Avec un peu plus de 11 % de logements sociaux, Biarritz reste bien en dessous des 25 % exigés par la loi. Assez alarmant, elle a déboursé 2,5 millions d’euros en pénalités en 2025. Entre les contraintes foncières, le développement de résidences secondaires et les mécanismes de déduction, la Ville peut-elle réduire cette facture ?
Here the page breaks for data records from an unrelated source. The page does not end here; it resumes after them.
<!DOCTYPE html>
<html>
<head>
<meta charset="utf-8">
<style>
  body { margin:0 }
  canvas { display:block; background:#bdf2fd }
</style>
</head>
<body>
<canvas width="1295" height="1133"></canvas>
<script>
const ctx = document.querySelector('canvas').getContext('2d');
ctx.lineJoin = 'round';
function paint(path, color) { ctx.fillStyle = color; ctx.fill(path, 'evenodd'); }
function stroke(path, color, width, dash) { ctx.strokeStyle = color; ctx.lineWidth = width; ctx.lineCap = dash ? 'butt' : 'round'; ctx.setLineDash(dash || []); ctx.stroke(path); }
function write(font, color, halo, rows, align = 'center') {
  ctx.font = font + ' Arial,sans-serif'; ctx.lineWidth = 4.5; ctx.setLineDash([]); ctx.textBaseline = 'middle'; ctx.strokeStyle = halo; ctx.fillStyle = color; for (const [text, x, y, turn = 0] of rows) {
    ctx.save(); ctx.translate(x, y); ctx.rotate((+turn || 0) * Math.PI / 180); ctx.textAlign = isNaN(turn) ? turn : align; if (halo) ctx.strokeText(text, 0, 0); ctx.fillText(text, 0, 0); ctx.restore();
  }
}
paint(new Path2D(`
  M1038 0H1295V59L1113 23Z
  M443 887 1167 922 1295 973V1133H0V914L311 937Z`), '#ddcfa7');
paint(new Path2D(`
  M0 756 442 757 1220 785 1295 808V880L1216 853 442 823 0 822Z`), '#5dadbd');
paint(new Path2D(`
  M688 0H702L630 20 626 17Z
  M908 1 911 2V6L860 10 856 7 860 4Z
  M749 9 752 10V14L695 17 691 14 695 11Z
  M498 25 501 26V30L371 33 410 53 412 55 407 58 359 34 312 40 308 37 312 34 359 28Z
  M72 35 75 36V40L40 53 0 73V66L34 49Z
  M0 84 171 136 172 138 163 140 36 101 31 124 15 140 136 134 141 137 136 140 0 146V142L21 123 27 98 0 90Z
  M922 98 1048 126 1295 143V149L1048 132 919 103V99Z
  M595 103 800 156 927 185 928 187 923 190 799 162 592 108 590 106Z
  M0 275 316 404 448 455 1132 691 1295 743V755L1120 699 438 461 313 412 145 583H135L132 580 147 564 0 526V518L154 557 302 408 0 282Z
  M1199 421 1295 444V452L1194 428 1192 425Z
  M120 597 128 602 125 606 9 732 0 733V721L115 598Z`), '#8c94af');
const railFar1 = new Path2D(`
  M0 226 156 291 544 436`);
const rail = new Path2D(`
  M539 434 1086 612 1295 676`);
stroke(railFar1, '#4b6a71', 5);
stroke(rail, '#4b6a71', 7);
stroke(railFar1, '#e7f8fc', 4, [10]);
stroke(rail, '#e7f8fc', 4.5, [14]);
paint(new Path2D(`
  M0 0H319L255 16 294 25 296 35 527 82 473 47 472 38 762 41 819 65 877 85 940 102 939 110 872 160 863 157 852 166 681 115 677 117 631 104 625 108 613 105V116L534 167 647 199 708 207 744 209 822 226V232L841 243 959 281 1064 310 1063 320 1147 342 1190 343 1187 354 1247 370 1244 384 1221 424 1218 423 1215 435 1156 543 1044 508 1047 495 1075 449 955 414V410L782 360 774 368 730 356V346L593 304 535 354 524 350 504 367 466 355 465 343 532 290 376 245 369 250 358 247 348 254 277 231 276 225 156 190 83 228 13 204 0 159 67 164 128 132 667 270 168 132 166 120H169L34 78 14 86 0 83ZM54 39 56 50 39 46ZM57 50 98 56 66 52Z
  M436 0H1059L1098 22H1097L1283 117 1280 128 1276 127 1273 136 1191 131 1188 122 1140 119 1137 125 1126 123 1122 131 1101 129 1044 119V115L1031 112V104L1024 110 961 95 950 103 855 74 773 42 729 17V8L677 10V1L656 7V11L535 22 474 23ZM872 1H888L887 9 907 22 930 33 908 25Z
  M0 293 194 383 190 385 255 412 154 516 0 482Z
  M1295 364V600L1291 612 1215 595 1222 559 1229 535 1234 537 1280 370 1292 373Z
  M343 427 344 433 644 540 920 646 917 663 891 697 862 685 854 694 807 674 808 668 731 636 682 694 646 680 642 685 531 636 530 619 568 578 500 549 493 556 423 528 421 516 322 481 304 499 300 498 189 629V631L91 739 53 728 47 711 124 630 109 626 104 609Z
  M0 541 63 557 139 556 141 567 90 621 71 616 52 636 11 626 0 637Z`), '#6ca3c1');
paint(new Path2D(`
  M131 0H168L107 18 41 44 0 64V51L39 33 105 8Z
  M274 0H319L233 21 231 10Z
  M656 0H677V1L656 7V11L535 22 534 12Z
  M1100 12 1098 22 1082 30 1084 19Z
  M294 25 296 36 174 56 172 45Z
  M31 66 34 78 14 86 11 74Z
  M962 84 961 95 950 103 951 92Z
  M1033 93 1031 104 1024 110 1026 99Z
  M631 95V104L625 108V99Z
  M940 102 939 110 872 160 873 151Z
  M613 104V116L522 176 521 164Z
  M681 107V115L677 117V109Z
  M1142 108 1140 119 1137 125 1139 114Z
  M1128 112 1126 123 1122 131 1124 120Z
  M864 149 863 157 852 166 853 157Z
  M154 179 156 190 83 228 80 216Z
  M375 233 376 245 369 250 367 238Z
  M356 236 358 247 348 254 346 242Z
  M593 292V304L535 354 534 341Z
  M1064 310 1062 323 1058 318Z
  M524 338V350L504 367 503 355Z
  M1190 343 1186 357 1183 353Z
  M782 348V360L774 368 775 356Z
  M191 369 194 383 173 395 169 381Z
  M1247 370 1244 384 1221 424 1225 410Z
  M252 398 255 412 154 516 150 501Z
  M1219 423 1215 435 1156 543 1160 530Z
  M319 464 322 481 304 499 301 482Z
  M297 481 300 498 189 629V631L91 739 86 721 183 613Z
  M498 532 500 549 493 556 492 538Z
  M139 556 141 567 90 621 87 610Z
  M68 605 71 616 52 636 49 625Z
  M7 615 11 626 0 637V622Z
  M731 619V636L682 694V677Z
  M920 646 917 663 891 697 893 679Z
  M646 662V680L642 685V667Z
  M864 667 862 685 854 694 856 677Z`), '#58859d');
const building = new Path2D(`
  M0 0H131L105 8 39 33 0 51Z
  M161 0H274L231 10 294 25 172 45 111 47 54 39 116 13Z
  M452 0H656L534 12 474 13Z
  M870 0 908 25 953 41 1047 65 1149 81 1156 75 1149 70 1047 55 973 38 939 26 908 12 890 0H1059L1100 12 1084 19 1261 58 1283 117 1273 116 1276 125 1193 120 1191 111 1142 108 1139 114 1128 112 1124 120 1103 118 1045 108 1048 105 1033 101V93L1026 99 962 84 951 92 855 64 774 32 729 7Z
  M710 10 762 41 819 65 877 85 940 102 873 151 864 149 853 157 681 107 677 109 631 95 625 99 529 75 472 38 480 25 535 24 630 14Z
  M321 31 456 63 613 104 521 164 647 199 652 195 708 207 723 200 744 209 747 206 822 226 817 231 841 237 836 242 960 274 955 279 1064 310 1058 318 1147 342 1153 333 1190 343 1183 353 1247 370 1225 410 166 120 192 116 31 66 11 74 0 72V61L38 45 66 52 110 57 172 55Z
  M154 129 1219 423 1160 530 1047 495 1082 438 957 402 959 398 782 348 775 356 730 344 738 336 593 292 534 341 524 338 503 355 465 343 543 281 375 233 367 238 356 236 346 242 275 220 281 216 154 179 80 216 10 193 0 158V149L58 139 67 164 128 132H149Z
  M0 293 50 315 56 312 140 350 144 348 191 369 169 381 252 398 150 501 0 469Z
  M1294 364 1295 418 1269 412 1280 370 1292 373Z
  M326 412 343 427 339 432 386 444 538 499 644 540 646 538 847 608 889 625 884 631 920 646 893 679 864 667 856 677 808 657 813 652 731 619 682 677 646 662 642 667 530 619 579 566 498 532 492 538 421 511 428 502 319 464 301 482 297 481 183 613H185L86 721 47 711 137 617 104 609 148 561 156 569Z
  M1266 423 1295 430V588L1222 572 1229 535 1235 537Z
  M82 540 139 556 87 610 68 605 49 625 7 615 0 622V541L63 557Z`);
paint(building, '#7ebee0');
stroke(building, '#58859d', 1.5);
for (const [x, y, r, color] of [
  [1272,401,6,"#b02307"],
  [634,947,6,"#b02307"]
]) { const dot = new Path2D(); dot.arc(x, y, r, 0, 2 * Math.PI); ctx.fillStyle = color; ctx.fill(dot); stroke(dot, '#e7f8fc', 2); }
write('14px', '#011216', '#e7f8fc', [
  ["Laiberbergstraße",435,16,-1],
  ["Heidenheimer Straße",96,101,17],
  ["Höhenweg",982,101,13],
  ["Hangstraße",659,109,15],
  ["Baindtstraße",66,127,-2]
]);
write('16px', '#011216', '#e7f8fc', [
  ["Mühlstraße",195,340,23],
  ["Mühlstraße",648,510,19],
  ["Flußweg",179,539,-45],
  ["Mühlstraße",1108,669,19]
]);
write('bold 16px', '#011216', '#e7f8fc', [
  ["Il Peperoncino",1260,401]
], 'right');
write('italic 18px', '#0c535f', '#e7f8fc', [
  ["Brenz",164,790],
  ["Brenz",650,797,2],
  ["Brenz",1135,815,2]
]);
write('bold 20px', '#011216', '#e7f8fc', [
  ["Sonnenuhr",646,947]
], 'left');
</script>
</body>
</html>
Cpropriétaires souvent peu enclins à louer à l'année.
En plus, 1 400 Biarrots sont actuellement en attente d’un logement, auxquels s’ajoutent 400 demandeurs souhaitant accéder à une propriété via le Bail réel solidaire (BRS).
Les chiffres alarmants des pénalités
Actuellement, la commune ne compte donc qu’environ 11 % de logements sociaux dans son parc immobilier, un chiffre ridicule comparé aux 25 % requis par la loi de Solidarité et de Renouvellement Urbain (SRU). En 2024, la ville a ainsi versé 2,3 millions d'euros de pénalités pour cette insuffisance, ce montant grimpant à 2,5 millions en 2025. Pour l’année 2026, le prévisionnel est fixé à 2,8 millions d'euros, indique Édouard Chazouillères, l'adjoint aux finances.
Alors comment ce montant est-il calculé ? La pénalité dépend du nombre de logements sociaux manquants. Ainsi, pour Biarritz, ce montant représente environ 774 837 euros pour 2025. Cependant, lorsque la production de logements sociaux est jugée insuffisante, l'État considère que la commune ne fait pas d'efforts adéquats et la déclare carencée, ce qui est le cas de Biarritz depuis 2017. Denis Caniaux, directeur de l'Agence d'Urbanisme Atlantique et Pyrénées (Audap), explique que la pénalité est majorée par le préfet, qui a fixé cette majoration à 250 %. "Des conditions de déduction pour certaines opérations liées à la création de logements sociaux existent, mais dans des cas particuliers."
"Dans certaines conditions, nous pouvons déduire des opérations liées à la création de logements sociaux. La mairie de Biarritz le pratique souvent," ajoute-t-il.
Cette majoration pourrait encore grimper jusqu’à 400 % dans certains cas.
Peio Dufau, député (EH Bai) de la 6e circonscription des Pyrénées-Atlantiques, a mis en lumière la contribution de la fraude à la résidence principale, obscurcissant davantage la situation. "Pour Biarritz, cela signifie qu'il faut construire 300 logements sociaux supplémentaires, augmentant ainsi la carence et la pénalité annuelle de la Ville," a-t-il déclaré à l’Assemblée nationale.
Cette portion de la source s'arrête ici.